When talking to or interacting with the patient, I would ensure that I treat them with respect and compassion, as they could potentially be in significant distress. After identifying the details of the pain, I would discuss with my team what method of pain management should be administered, and after making a decision would return to the patient and notify them of the plan. It is vital that the patient provides consent to this treatment – the patient should be able to understand the information, weigh up the pros and cons of the treatment, and relay this information back to you.
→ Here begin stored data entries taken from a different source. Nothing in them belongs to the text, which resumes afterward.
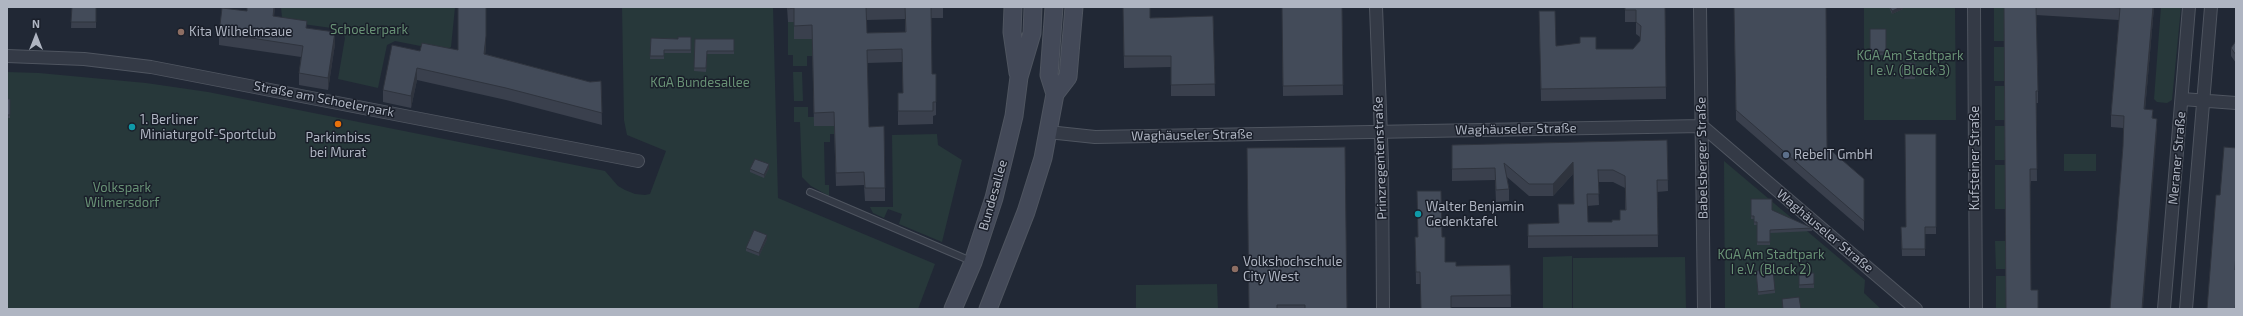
<!DOCTYPE html>
<html>
<head>
<meta charset="utf-8">
<style>
  body { margin:0 }
  #map { position:relative; width:2243px; height:316px; overflow:hidden; background:#212835; font-family:"Exo 2",sans-serif }
  canvas { display:block }
  .frame { position:absolute; inset:0; border:8px solid #afb5c2; pointer-events:none }
  .north { position:absolute; left:16px; top:16px; width:40px; height:40px; -webkit-text-stroke:3px #1a1f2a; paint-order:stroke; rotate:0deg; font-size:11px; font-weight:700; line-height:16px; text-align:center; color:#afb5c2 }
  .north::after { content:''; display:block; margin:auto; width:14px; height:18px; background:#afb5c2; clip-path:polygon(50% 0,100% 100%,50% 72%,0 100%) }
</style>
</head>
<body>
<div id="map">
<canvas width="2243" height="316"></canvas>
<div class="frame"></div>
<div class="north">N</div>
</div>
<script>
const g = document.querySelector('canvas').getContext('2d');
g.lineJoin = 'round';
function paint(path, color) { g.fillStyle = color; g.fill(path, 'evenodd'); }
const poly = rows => new Path2D(rows.map(r => 'M' + r).join(''));
function strokePath(path, color, width, dash) { g.strokeStyle = color; g.lineWidth = width; g.lineCap = dash ? 'butt' : 'round'; g.setLineDash(dash || []); g.stroke(path); }
function write(font, color, halo, rows, align = 'center') {
  g.font = font + ' "Exo 2",sans-serif'; g.lineWidth = 3; g.setLineDash([]); g.textBaseline = 'middle'; g.strokeStyle = halo; g.fillStyle = color; for (const [text, x, y, turn = 0] of rows) {
    g.save(); g.translate(x, y); g.rotate((+turn || 0) * Math.PI / 180); g.textAlign = isNaN(turn) ? turn : align; if (halo) g.strokeText(text, 0, 0); g.fillText(text, 0, 0); g.restore();
  }
}
paint(poly([
  [281,7,455,7,451,47,446,51,395,41,387,45,378,88,338,79,345,38,343,32,339,29,288,22,282,18],
  [622,7,773,7,778,198,935,264,918,309,7,309,7,72,39,73,146,83,208,92,605,171,618,186,625,190,635,194,645,195,650,194,666,151,627,135,624,120],
  [1864,7,1955,7,1956,120,1864,120],
  [1994,7,2004,7,2004,41,1994,41],
  [2161,7,2181,7,2172,100,2167,103,2157,102,2154,99],
  [788,22,794,22,795,39,821,38,821,56,807,56,807,66,793,66,793,55,788,55],
  [1994,47,2004,47,2005,81,1994,81],
  [793,72,802,72,803,101,794,101],
  [1995,86,2005,86,2005,120,1995,120],
  [794,107,808,107,808,117,814,117,834,126,835,134,830,134,830,142,824,142,825,185,829,185,829,196,811,186,802,177,800,122,794,122],
  [1995,126,2005,126,2005,160,1995,160],
  [937,134,938,145,962,160,942,242,899,224,902,214,888,209,884,218,873,213,870,207,893,207,892,135],
  [2064,154,2096,154,2096,171,2064,171],
  [1724,161,1865,280,1864,293,1881,309,1725,309],
  [1995,165,2005,165,2005,209,1995,209],
  [1995,241,2006,241,2006,269,1996,269],
  [1572,256,1572,309,1543,309,1543,257],
  [1685,257,1686,309,1573,309,1573,258],
  [1996,276,2006,276,2006,309,1996,309],
  [1217,284,1218,309,1136,309,1136,285]
]), '#27383a');
const service = poly([
  [810,192,971,261]
]);
const minor = poly([
  [1376,7,1382,163,1383,309],
  [1700,7,1704,309],
  [1974,7,1976,309],
  [7,56,84,59,151,67,638,161],
  [2182,99,2236,103],
  [1048,132,1095,137,1702,126,1916,309],
  [2164,309,2189,7],
  [2186,309,2211,7]
]);
const secondary = poly([
  [1013,7,1012,32,1018,73],
  [1055,94,1068,77,1074,7],
  [953,309,973,262,994,198,1014,116,1019,77,1032,33,1033,7],
  [988,309,1026,212,1043,158,1055,94,1049,75,1054,7]
]);
strokePath(service, '#4f5560', 8);
strokePath(minor, '#4f5560', 14);
strokePath(secondary, '#4f5560', 19);
strokePath(service, '#343a46', 6);
strokePath(minor, '#343a46', 12);
strokePath(secondary, '#434958', 17);
paint(poly([
  [72,7,96,7,96,28,71,28],
  [247,7,275,7,274,16,307,28,335,44,328,90,299,85,299,73,301,57,219,45,219,33,247,11],
  [787,7,943,7,943,18,931,18,932,74,936,102,936,115,933,116,933,124,898,125,898,93,903,93,902,62,867,63,869,127,885,188,885,201,865,201,864,185,836,186,834,126,814,126,812,39,794,39,794,22,788,22],
  [905,19,905,32,867,33,867,20],
  [1123,7,1150,18,1213,16,1215,96,1171,96,1171,67,1124,68],
  [1282,7,1342,7,1343,95,1283,96],
  [1625,7,1665,7,1666,99,1541,101,1539,11,1556,46,1596,49,1633,49,1640,41,1640,37,1636,34,1636,22,1625,22],
  [1734,7,1827,147,1864,179,1864,231,1736,120],
  [1889,7,1903,7,1903,9,1892,14],
  [2004,7,2154,7,2145,110,2153,118,2157,131,2123,146,2123,128,2111,127,2111,115,2119,20,2036,15,2038,91,2038,103,2036,103,2037,181,2031,181,2006,309],
  [1870,29,1886,29,1886,55,1870,55],
  [691,37,691,53,664,53,664,59,650,59,651,38,678,39],
  [695,39,734,39,734,54,707,54,706,72,694,71],
  [2236,41,2236,63,2231,56,2231,48],
  [486,48,485,54,590,82,601,81,602,125,506,100,417,80,411,108,383,102,383,90,420,51,458,50],
  [1900,63,1915,63,1915,79,1900,79],
  [7,99,10,99,10,118,7,118],
  [1936,134,1936,234,1925,234,1925,256,1902,256,1901,227,1906,227],
  [1667,140,1668,191,1657,192,1658,247,1528,248,1528,224,1559,223,1574,204,1573,174,1553,196,1529,196,1507,177,1509,189,1509,201,1496,202,1495,180,1452,181,1452,145],
  [1598,182,1613,182,1625,188,1625,210,1620,220,1612,222,1588,222,1587,206,1599,205],
  [1247,148,1347,309,1249,309],
  [769,168,764,178,750,172,750,169],
  [1751,199,1772,210,1812,228,1812,231,1770,233,1770,245,1757,245,1757,225,1754,225,1754,219,1751,219],
  [1415,237,1442,237,1445,262,1456,266,1510,265,1511,307,1451,307,1420,284,1416,284],
  [767,239,759,256,746,251,746,248],
  [1756,271,1775,290,1775,293,1758,295],
  [1799,273,1814,273,1814,288,1799,288]
]), '#3a404d');
paint(poly([
  [274,7,275,7,273,28,273,16],
  [1901,7,1903,7,1903,9,1892,14,1892,11],
  [2153,7,2154,7,2144,121,2144,109],
  [335,32,335,44,328,90,328,78],
  [486,36,486,48,484,66,484,54],
  [417,68,417,80,411,108,411,96],
  [2157,119,2157,131,2143,309,2142,309],
  [1573,162,1573,174,1553,196,1553,184],
  [769,164,769,168,764,178,764,175],
  [767,235,767,239,759,256,759,253],
  [2236,251,2236,263,2235,282,2235,270]
]), '#2f343e');
const building = poly([
  [72,7,96,7,96,22,71,22,72,7],
  [247,7,274,7,273,16,307,21,306,28,335,32,328,78,299,73,303,46,219,33,222,8,247,11,247,7],
  [458,7,486,7,486,36,484,54,590,82,601,81,602,113,506,88,417,68,411,96,383,90,392,45,420,51,422,43,458,50,458,7],
  [788,7,866,7,867,33,906,32,905,7,931,7,932,74,936,74,936,102,933,102,933,111,898,111,898,93,903,93,902,49,867,50,869,127,884,126,885,188,865,188,864,172,836,173,834,112,814,113,812,25,794,26,794,8,788,9,788,7],
  [1123,7,1150,7,1150,18,1213,16,1215,84,1171,85,1171,56,1124,56,1123,7],
  [1282,7,1342,7,1343,85,1283,86,1282,7],
  [1625,7,1665,7,1666,87,1541,89,1539,11,1555,11,1556,46,1580,43,1580,37,1596,37,1596,49,1633,49,1640,41,1641,26,1636,22,1636,10,1625,10,1625,7],
  [1734,7,1826,7,1827,147,1864,179,1864,221,1736,110,1734,7],
  [1890,7,1901,7,1892,11,1890,7],
  [2004,7,2036,7,2038,91,2036,91,2037,169,2030,169,2031,290,2038,290,2038,309,2006,309,2004,7],
  [2108,7,2153,7,2144,109,2153,110,2152,118,2157,119,2142,309,2110,309,2123,146,2124,116,2111,115,2120,8,2108,7],
  [1870,29,1886,29,1886,52,1870,52,1870,29],
  [678,37,691,37,691,50,664,50,664,56,650,56,651,38,678,39,678,37],
  [695,39,734,39,734,51,707,51,706,68,694,68,695,39],
  [2236,41,2236,55,2231,48,2236,41],
  [1900,63,1915,63,1915,76,1900,76,1900,63],
  [7,99,10,99,10,115,7,115,7,99],
  [1905,134,1936,134,1936,227,1925,227,1925,249,1902,249,1901,227,1906,227,1905,134],
  [1667,140,1668,180,1657,180,1658,235,1528,236,1528,224,1559,223,1558,204,1574,204,1573,162,1553,184,1529,184,1504,163,1509,189,1496,190,1495,168,1452,169,1452,145,1667,140],
  [1598,170,1613,170,1625,176,1626,210,1620,210,1620,220,1612,220,1612,222,1588,222,1587,194,1599,194,1598,170],
  [1345,147,1347,309,1305,309,1305,305,1277,305,1277,309,1249,309,1247,148,1345,147],
  [2224,147,2236,148,2236,251,2235,270,2236,270,2236,300,2235,309,2207,309,2216,195,2220,195,2224,147],
  [755,159,769,164,764,175,750,169,755,159],
  [1417,191,1441,191,1442,237,1445,237,1445,262,1456,262,1456,266,1510,265,1511,295,1451,296,1451,309,1421,309,1420,272,1416,272,1415,237,1418,237,1417,191],
  [1751,199,1772,199,1772,210,1812,228,1770,230,1770,242,1757,242,1757,222,1754,222,1754,216,1751,216,1751,199],
  [754,230,767,235,759,253,746,248,754,230],
  [1773,270,1775,290,1758,292,1756,271,1773,270],
  [1799,273,1814,273,1814,284,1799,285,1799,273],
  [1799,297,1801,309,1783,309,1782,299,1799,297]
]);
paint(building, '#434b59');
strokePath(building, '#2f343e', 1);
for (const [x, y, r, color] of [
  [181,32,4,"#8d6e63"],
  [338,124,4,"#e8710a"],
  [132,127,4,"#0f9aa8"],
  [1786,155,4,"#5c6f8a"],
  [1418,214,4,"#0f9aa8"],
  [1235,269,4,"#8d6e63"]
]) { const dot = new Path2D(); dot.arc(x, y, r, 0, 2 * Math.PI); g.fillStyle = color; g.fill(dot); strokePath(dot, '#1a1f2a', 1.5); }
write('13px', '#689175', '#1a1f2a', [
  ["Schoelerpark",369,30],
  ["KGA Am Stadtpark",1910,56],
  ["I e.V. (Block 3)",1910,71],
  ["KGA Bundesallee",700,83],
  ["Volkspark",122,188],
  ["Wilmersdorf",122,203],
  ["KGA Am Stadtpark",1771,255],
  ["I e.V. (Block 2)",1771,270]
]);
write('13px', '#afb5c2', '#1a1f2a', [
  ["Kita Wilhelmsaue",189,32],
  ["1. Berliner",140,120],
  ["Miniaturgolf-Sportclub",140,135],
  ["Parkimbiss",338,138,"center"],
  ["bei Murat",338,153,"center"],
  ["RebeIT GmbH",1794,155],
  ["Walter Benjamin",1426,207],
  ["Gedenktafel",1426,222],
  ["Volkshochschule",1243,262],
  ["City West",1243,277]
], 'left');
write('13px', '#afb5c2', '#1a1f2a', [
  ["Straße am Schoelerpark",324,99,11],
  ["Waghäuseler Straße",1516,129,-1],
  ["Waghäuseler Straße",1192,135,-1],
  ["Prinzregentenstraße",1380,158,-92],
  ["Babelsberger Straße",1702,158,-91],
  ["Kufsteiner Straße",1975,158,-90],
  ["Meraner Straße",2177,158,-85],
  ["Bundesallee",993,195,-74],
  ["Waghäuseler Straße",1825,231,40]
]);
</script>
</body>
</html>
Once this had been established, I would proceed with implementing the pain management process as well as reviewing the underlying cause for the pain, and how this can be best managed to prevent future distress.
Physician Associate Interview Scenario 4
If a patient requires 250ml in 8 hours of an intravenous medication, what is the desired flow rate?
(Provide your answer to 1 decimal place)
‘X’ ml over 1 hour
250/8 = 31.25
‘X’ = 31.25 ml/hour
= 31.3 ml/hour (1 decimal place)
Physician Associate Interview Scenario 5
You are a second year PA student and you have just seen one of the doctors come out of the store room and put three syringes and needles in his pocket.
Explain what actions you would take in this scenario.
Average Candidate Response:
It is strange to see a doctor put syringes and needles in their pocket. It is unusual but he might be using it for a patient. If he is not using it for a patient, it is considered stealing. Stealing, particularly from a doctor who is meant to set good examples, is not acceptable and I would report it to the GMC.
Excellent Candidate Approach
There are many reasons for why a doctor may put syringes and needles in his pocket. He may need to pick up other equipment or resources to tend to a patient. Another reason may be because he may need it for a patient he is seeing later on, where he will not have access to these resources. Since this situation does sound quite unusual, and as a physician associate student who has less experience and knowledge than the doctor, it would be appropriate to politely ask the doctor for which patient this equipment is for and for what condition it will be used to treat or manage. Asking with an interest may make it seem less so an accusation, as one may not be certain that the doctor is performing unlawful actions.
If the doctor fails to provide a satisfactory answer, it would be important to escalate this matter to another junior doctor or consultant to ensure that preventable patient or employee harm does not occur. In future, it may be appropriate to review access to store rooms, to further prevent misuse of limited NHS resources.